The state’s proposed reorganization of health and disability services has drawn numerous questions from lawmakers including Ways and Means Chairwoman Maggie Carlton, D-Las Vegas, who complained there were “so many moving parts.”
But Health and Human Services Director Mike Willden said the idea behind the changes isn’t as much saving money as improving services to clients such as the autistic, the disabled and those needing mental health treatment.
“I think people are making this a lot more complex than it really is, budgetarily,” he said.
Legislative money committees have not decided whether to approve the changes called for in the reorganization plan.
Willden said the plan is designed to make sure services are provided by the appropriate agency and in the best possible manner.
First, he said, Child and Family Services is seeking a simple change in how juvenile justice is budgeted. He said right now the three correctional facilities — Elko, Caliente and Summit View in Las Vegas — are budgeted separately.
“We’re asking to put them into one budget account so there is the flexibility to be able to move beds around as we need them,” Willden said.
That’s the way the Department of Corrections is currently budgeted, he said. That ensures that when inmates have to be moved between institutions, the money to care for them moves with them.
The plan is in line with current practices of keeping juveniles in prison settings as close to home as possible to keep them connected to community and family, Willden said. That will result in the Nevada Youth Training Center in Elko shutting down in the next two years.
“Judges don’t want us to send kids there primarily because of distance,” he said.

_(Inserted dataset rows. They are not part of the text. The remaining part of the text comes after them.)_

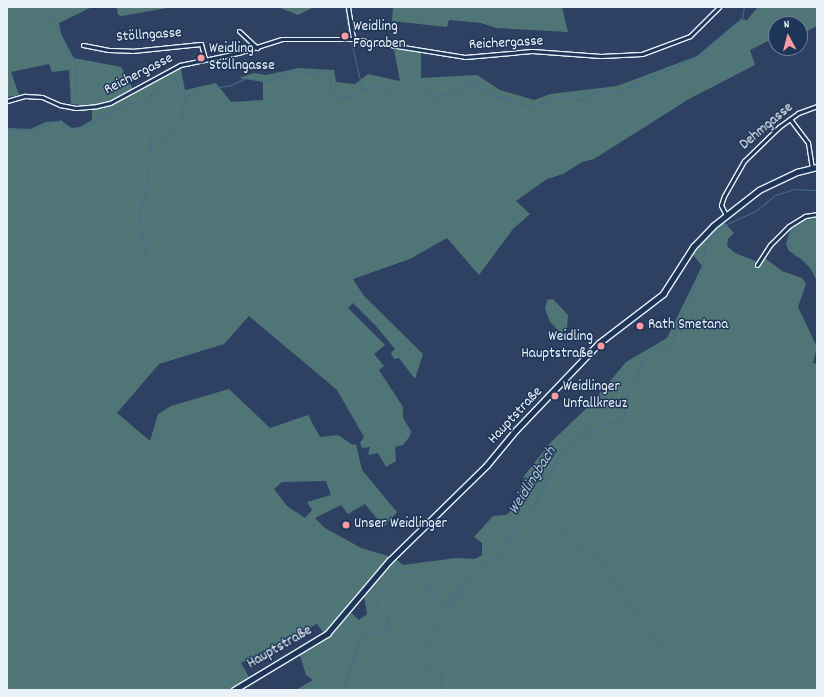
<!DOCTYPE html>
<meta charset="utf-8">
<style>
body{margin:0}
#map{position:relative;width:824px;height:697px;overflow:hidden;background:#2f4163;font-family:Dekko,sans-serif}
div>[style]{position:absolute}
.green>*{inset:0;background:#507577}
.stream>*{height:1px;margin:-0.5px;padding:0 0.5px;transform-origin:0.5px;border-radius:0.5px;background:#446e8b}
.roads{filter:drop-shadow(1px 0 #e8f1f8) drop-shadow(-1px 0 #e8f1f8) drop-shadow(0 1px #e8f1f8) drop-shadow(0 -1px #e8f1f8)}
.street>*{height:3px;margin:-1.5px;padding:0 1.5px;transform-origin:1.5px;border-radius:1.5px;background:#1d3557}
.secondary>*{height:4.5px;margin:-2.25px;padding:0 2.25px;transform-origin:2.25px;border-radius:2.25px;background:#1d3557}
.dots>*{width:11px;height:11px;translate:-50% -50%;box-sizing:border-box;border:2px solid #1d3557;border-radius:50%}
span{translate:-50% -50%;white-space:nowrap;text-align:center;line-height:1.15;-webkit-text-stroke:3px #1d3557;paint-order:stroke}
.poi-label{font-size:15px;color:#e8f1f8}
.left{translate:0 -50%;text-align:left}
.right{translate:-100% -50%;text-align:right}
.street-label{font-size:15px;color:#e8f1f8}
.water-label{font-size:16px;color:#afc3d2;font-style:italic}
.frame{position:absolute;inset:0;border:8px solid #e8f1f8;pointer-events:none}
.north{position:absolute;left:768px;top:16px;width:40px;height:40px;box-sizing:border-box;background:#1d3557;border:1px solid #6e8097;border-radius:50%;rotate:353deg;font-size:11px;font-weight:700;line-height:16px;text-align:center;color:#e8f1f8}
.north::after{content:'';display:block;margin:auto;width:14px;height:18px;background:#ff9aa2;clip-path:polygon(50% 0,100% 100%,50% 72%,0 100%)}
</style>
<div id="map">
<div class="green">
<i style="clip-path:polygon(evenodd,7px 7px,92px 7px,59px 23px,62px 37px,74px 58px,121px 67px,134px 91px,180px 65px,185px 90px,216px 83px,231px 102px,263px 100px,263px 82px,239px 78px,254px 73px,266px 75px,299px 68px,334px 70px,336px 82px,355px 84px,368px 74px,400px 81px,393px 44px,421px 49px,421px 78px,477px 75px,500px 90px,534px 100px,550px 94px,617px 86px,697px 56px,741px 19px,747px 20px,758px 7px,817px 7px,817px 26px,800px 35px,800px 24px,776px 24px,776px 37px,750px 50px,755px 65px,689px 99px,594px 159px,582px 162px,563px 174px,547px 179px,516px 201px,530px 214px,513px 229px,479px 275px,447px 238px,410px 259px,353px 279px,364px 296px,423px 354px,415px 379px,399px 358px,394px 359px,391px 353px,395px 349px,375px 325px,353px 303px,348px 308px,385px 345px,374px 354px,384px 366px,379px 370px,403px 407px,403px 418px,411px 431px,410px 436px,403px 445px,395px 447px,396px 461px,386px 467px,378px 453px,368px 455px,370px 447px,362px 448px,360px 443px,364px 437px,337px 390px,249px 316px,224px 344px,159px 364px,117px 413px,150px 441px,158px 414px,171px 406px,229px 389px,270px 428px,308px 415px,320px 437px,338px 435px,353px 445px,356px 444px,362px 470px,397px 512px,384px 527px,365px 504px,348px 514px,341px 505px,315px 518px,325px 528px,361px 548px,395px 558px,403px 565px,456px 558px,475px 559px,482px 555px,482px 543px,474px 537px,493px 516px,506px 515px,515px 507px,524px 476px,551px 442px,590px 405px,626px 362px,667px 338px,702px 266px,691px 252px,701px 238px,723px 221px,734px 233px,728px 239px,727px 246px,735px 253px,758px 262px,762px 256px,782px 271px,802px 278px,806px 284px,798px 307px,817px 347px,813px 363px,817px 364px,817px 690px,296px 690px,313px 680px,306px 675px,300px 655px,238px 690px,7px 690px,7px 128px,30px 129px,46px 122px,60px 121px,72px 128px,80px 127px,92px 120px,92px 110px,100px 107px,71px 104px,69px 70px,52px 72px,49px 64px,11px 72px,19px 95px,7px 97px,7px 7px,326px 481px,331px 495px,307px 502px,312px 510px,305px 518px,287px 506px,274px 489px,282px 482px,326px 481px,7px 7px,366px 591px,364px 595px,367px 614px,359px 620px,348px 610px,361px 600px,361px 595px,366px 591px,7px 7px,317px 624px,324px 633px,320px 636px,249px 677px,241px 663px,317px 624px)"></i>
<i style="clip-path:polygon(117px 7px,173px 7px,122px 16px,118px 15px)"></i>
<i style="clip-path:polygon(278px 7px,314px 7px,298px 15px)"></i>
<i style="clip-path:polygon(393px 7px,562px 7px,568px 32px,496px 28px,481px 23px,449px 20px,447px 27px,392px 21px)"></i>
<i style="clip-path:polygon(817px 213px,817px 281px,810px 268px,799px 257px,789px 251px,786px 244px,792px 223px)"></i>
<i style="clip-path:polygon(553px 299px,568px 315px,567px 328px,561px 333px,550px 322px,545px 309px,547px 300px)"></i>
</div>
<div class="stream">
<i style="left:44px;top:7px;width:17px;rotate:54deg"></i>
<i style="left:54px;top:21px;width:47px;rotate:63.4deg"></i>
<i style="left:75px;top:63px;width:33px;rotate:90deg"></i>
<i style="left:345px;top:7px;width:27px;rotate:82deg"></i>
<i style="left:351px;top:41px;width:49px;rotate:77.1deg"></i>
<i style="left:7px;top:129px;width:23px;rotate:2deg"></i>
<i style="left:30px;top:130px;width:32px;rotate:-18deg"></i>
<i style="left:60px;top:120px;width:15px;rotate:37deg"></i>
<i style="left:72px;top:129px;width:8px;rotate:-14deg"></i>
<i style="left:80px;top:127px;width:55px;rotate:-26.1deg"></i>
<i style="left:129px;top:103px;width:14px;rotate:-12deg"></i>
<i style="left:143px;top:100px;width:39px;rotate:-35deg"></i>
<i style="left:175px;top:78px;width:15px;rotate:67deg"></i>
<i style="left:181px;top:92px;width:6px;rotate:39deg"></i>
<i style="left:186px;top:96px;width:13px;rotate:-29deg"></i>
<i style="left:197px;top:90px;width:34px;rotate:-8deg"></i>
<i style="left:231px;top:85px;width:17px;rotate:-25deg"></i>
<i style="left:246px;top:78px;width:21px;rotate:8deg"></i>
<i style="left:267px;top:81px;width:28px;rotate:-23deg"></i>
<i style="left:293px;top:70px;width:14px;rotate:12deg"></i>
<i style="left:307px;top:73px;width:17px;rotate:-7deg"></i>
<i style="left:324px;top:71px;width:9px;rotate:49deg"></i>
<i style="left:330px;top:78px;width:15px;rotate:86deg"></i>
<i style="left:331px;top:93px;width:21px;rotate:14deg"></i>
<i style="left:351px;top:98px;width:14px;rotate:-39deg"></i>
<i style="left:362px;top:89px;width:16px;rotate:-15deg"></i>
<i style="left:377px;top:85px;width:15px;rotate:42deg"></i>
<i style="left:388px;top:95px;width:12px;rotate:9deg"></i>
<i style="left:400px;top:97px;width:22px;rotate:-21deg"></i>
<i style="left:421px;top:89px;width:14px;rotate:36deg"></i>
<i style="left:432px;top:97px;width:21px;rotate:-14deg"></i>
<i style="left:452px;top:92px;width:19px;rotate:-36deg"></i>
<i style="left:467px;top:81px;width:6px;rotate:9deg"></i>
<i style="left:473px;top:82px;width:17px;rotate:40deg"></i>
<i style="left:486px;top:93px;width:48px;rotate:16.9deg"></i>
<i style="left:532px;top:107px;width:28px;rotate:-23deg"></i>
<i style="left:558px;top:96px;width:23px;rotate:10deg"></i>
<i style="left:581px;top:100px;width:21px;rotate:-28deg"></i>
<i style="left:600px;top:90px;width:18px;rotate:6deg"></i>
<i style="left:618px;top:92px;width:87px;rotate:-24.5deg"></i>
<i style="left:697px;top:56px;width:59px;rotate:-40.2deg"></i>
<i style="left:742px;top:18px;width:11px;rotate:-80deg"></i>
<i style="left:817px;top:216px;width:26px;rotate:159deg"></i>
<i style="left:793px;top:225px;width:19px;rotate:106deg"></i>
<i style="left:788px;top:243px;width:14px;rotate:60deg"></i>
<i style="left:795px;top:255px;width:11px;rotate:27deg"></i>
<i style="left:805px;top:260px;width:19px;rotate:51deg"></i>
<i style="left:146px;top:261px;width:50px;rotate:-98deg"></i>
<i style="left:139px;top:211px;width:23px;rotate:-72deg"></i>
<i style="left:146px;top:189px;width:51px;rotate:-84.4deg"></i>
<i style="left:151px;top:138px;width:16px;rotate:-11deg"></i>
<i style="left:167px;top:135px;width:21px;rotate:-47deg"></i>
<i style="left:181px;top:120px;width:23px;rotate:-80deg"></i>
<i style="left:537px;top:498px;width:8px;rotate:60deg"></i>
<i style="left:543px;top:508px;width:54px;rotate:45.7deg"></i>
<i style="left:581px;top:547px;width:22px;rotate:32deg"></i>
<i style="left:600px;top:559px;width:58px;rotate:57.7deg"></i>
<i style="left:631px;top:608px;width:65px;rotate:51.9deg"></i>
<i style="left:446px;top:607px;width:17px;rotate:-40deg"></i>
<i style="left:459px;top:596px;width:14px;rotate:-65deg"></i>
<i style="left:421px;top:649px;width:44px;rotate:-58.1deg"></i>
<i style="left:424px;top:658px;width:9px;rotate:72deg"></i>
<i style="left:427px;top:667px;width:16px;rotate:27deg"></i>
<i style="left:441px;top:674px;width:11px;rotate:90deg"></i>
<i style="left:441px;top:685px;width:6px;rotate:59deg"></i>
<i style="left:343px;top:690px;width:53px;rotate:-71.2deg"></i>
<i style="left:360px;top:640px;width:7px;rotate:-45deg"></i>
<i style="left:365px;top:635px;width:22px;rotate:-13deg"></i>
<i style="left:386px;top:630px;width:10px;rotate:-73deg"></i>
<i style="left:389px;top:620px;width:19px;rotate:-129deg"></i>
<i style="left:377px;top:605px;width:12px;rotate:-85deg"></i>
<i style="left:378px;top:593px;width:12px;rotate:-48deg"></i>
<i style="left:386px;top:584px;width:21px;rotate:-35deg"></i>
<i style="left:403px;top:572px;width:11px"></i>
<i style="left:414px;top:572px;width:15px;rotate:37deg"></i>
<i style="left:426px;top:581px;width:25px;rotate:63deg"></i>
<i style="left:437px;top:603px;width:10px;rotate:-11deg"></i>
<i style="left:447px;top:601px;width:15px;rotate:-58deg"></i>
<i style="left:455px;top:588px;width:17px;rotate:-25deg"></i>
<i style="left:470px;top:581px;width:23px;rotate:-50deg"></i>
<i style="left:485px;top:563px;width:17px;rotate:-31deg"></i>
<i style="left:500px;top:554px;width:16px;rotate:-63deg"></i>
<i style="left:507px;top:540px;width:46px;rotate:-52.9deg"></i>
<i style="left:535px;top:503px;width:56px;rotate:-62.5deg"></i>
<i style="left:561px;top:453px;width:31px;rotate:-42deg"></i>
<i style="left:584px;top:432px;width:41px;rotate:-19.7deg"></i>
<i style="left:623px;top:418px;width:22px;rotate:-82deg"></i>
<i style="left:626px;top:396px;width:20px;rotate:-57deg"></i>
<i style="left:637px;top:379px;width:19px;rotate:-74deg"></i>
<i style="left:642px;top:361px;width:19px;rotate:-39deg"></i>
<i style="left:657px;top:349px;width:17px;rotate:-25deg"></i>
<i style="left:672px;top:342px;width:24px;rotate:-73deg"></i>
<i style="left:679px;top:319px;width:54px;rotate:-64.9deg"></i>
<i style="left:702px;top:270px;width:23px;rotate:-83deg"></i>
<i style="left:705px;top:247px;width:10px;rotate:-66deg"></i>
<i style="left:709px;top:238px;width:18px;rotate:-41deg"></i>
<i style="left:723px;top:226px;width:38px;rotate:-25deg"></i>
<i style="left:757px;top:210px;width:23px;rotate:-40deg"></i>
<i style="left:775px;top:195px;width:21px;rotate:-17deg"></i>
<i style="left:795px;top:189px;width:22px;rotate:3deg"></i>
</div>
<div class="roads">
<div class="street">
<i style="left:348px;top:7px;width:32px;rotate:81deg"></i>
<i style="left:239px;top:31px;width:25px;rotate:43deg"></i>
<i style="left:83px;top:45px;width:26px;rotate:11deg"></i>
<i style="left:109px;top:50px;width:23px;rotate:2deg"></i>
<i style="left:132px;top:51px;width:69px;rotate:-5.8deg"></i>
<i style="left:201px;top:44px;width:16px;rotate:75deg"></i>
<i style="left:7px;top:101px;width:19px;rotate:-16deg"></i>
<i style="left:25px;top:96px;width:17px;rotate:3deg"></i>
<i style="left:42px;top:97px;width:20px;rotate:24deg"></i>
<i style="left:60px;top:105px;width:16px;rotate:11deg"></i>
<i style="left:76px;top:108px;width:21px;rotate:-5deg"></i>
<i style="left:97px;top:106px;width:13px;rotate:-13deg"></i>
<i style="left:110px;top:103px;width:80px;rotate:-28.5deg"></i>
<i style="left:180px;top:65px;width:59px;rotate:-11.7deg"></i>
<i style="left:238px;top:53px;width:46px;rotate:-17.7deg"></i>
<i style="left:282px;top:39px;width:71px"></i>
<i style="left:353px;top:39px;width:113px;rotate:9.1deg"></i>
<i style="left:465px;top:57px;width:67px;rotate:-5.1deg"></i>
<i style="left:532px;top:51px;width:69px;rotate:4.1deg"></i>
<i style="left:601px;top:56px;width:41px;rotate:-2.8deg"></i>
<i style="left:642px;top:54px;width:51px;rotate:-20.6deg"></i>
<i style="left:690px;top:36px;width:41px;rotate:-45deg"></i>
<i style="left:790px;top:119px;width:30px;rotate:53deg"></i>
<i style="left:808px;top:143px;width:25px;rotate:81deg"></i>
<i style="left:726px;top:215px;width:11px;rotate:-117deg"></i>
<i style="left:721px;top:205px;width:9px;rotate:-72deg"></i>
<i style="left:724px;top:196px;width:40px;rotate:-60.3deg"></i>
<i style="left:744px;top:161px;width:49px;rotate:-44.2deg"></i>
<i style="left:779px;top:127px;width:24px;rotate:-36deg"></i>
<i style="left:798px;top:113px;width:20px;rotate:-20deg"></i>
<i style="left:757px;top:265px;width:24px;rotate:-57deg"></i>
<i style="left:770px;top:245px;width:27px;rotate:-45deg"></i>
<i style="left:789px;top:226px;width:19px;rotate:-32deg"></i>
<i style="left:805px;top:216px;width:12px;rotate:-9deg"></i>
</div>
<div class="secondary">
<i style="left:234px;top:690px;width:109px;rotate:-31.1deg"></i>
<i style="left:327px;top:634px;width:96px;rotate:-49.7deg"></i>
<i style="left:389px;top:561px;width:137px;rotate:-44.4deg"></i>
<i style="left:487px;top:465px;width:45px;rotate:-50.4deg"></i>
<i style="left:516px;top:430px;width:120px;rotate:-46.3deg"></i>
<i style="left:599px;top:343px;width:81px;rotate:-37.4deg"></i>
<i style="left:663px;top:294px;width:56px;rotate:-57.4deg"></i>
<i style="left:693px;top:247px;width:29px;rotate:-46deg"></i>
<i style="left:713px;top:226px;width:58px;rotate:-38deg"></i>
<i style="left:759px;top:190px;width:42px;rotate:-25.3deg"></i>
<i style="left:797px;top:172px;width:21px;rotate:-14deg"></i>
</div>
</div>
<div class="dots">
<i style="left:345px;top:36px;background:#ff9aa2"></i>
<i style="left:201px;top:58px;background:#ff9aa2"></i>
<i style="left:640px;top:326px;background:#ff9aa2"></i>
<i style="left:601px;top:346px;background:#ff9aa2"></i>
<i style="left:555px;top:396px;background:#ff9aa2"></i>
<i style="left:346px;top:525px;background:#ff9aa2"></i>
</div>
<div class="poi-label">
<span class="left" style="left:353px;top:36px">Weidling<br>Fograben</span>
<span class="left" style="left:209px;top:58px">Weidling<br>Stöllngasse</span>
<span class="left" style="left:648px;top:326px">Rath Smetana</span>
<span class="right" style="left:593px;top:346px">Weidling<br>Hauptstraße</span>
<span class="left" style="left:563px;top:396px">Weidlinger<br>Unfallkreuz</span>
<span class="left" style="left:354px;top:525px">Unser Weidlinger</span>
</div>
<div class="street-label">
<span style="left:149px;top:36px;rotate:-4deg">Stöllngasse</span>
<span style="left:506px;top:44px;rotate:-3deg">Reichergasse</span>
<span style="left:139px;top:75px;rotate:-27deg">Reichergasse</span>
<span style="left:767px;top:127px;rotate:-40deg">Dehmgasse</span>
<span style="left:516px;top:416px;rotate:-47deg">Hauptstraße</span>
<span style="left:280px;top:648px;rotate:-30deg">Hauptstraße</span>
</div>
<div class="water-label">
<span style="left:533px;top:481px;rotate:-58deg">Weidlingbach</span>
</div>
<div class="frame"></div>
<div class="north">N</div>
</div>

One of the biggest changes on the list, Willden said, is centralizing the process of determining eligibility for the various human-services programs offered through the state, a function now spread through several offices.
The goal, he said, is “a one-stop shop” in which people would come in off the street and workers would determine which services they need and what they are eligible for, then send them to the right places instead of making them go through several eligibility processes.
“The idea is better services for people trying to get service,” Willden said. “It’s not looking for economic efficiency budget savings. It simply makes sense for people to go to one place to get service.”
Eventually, he said, eligibility in everything from mental health to disability to Medicaid and even the Silver State Health Exchange developed to meet Affordable Care Act requirements should be handled in one place.
Another proposal would move Nevada Early Intervention Services from the Health Division to Aging and Disability Services.
“It’s a disability service,” Willden said, comparing NEIS to the autism program developed two sessions ago and placed within Aging and Disability.
That way, he said, as people age out of NEIS and move to other disability services, they won’t have to do the application process over, change providers and deal with new and different rules.
Right now, Willden said, a child is only in early intervention until age 3.
“Then they need to go somewhere else,” he said. “You should be able to pick a youngster up and plug them into the right program.”
“Most of the individuals we support are going to need support throughout their lifetime,” said Aging and Disability Services Administrator Jane Gruner.
The goal is a single contracting process for all providers so that, as clients move through the system, “they wouldn’t have to change providers,” she said.
The big change for mental health services involves integrating them with public health programs in a combined Health and Mental Health-Developmental Services division, Willden said. Richard Whitley is already acting as head of both those functions, working with Public Health Officer Tracey Green, Willden said.
The idea is to begin handling mental health the same way as public health, he said. The goal is to intervene earlier in behavioral health issues, Whitley said.
“It’s simpler with public health,” he said. ‘You can’t vaccinate someone to prevent them from becoming mentally ill, but you can identify it early. People are more compliant with their treatment if we identify the illness early.”
Doing so could significantly reduce mental health treatment costs, he said.
Clinical personnel already screen for diseases in schools, Willden said. They could take that approach and go into schools to screen for mental health issues as well, he said.
Willden emphasized that, while some of these changes are already in progress in his department — some driven by the Affordable Care Act — the proposals in the governor’s recommended budget are not the final product.
“We’ve started the integration process,” Willden said. “If they don’t approve it, we’ll undo it. Would I be happy to undo it? No, but if that’s what they decide, we’ll do it.”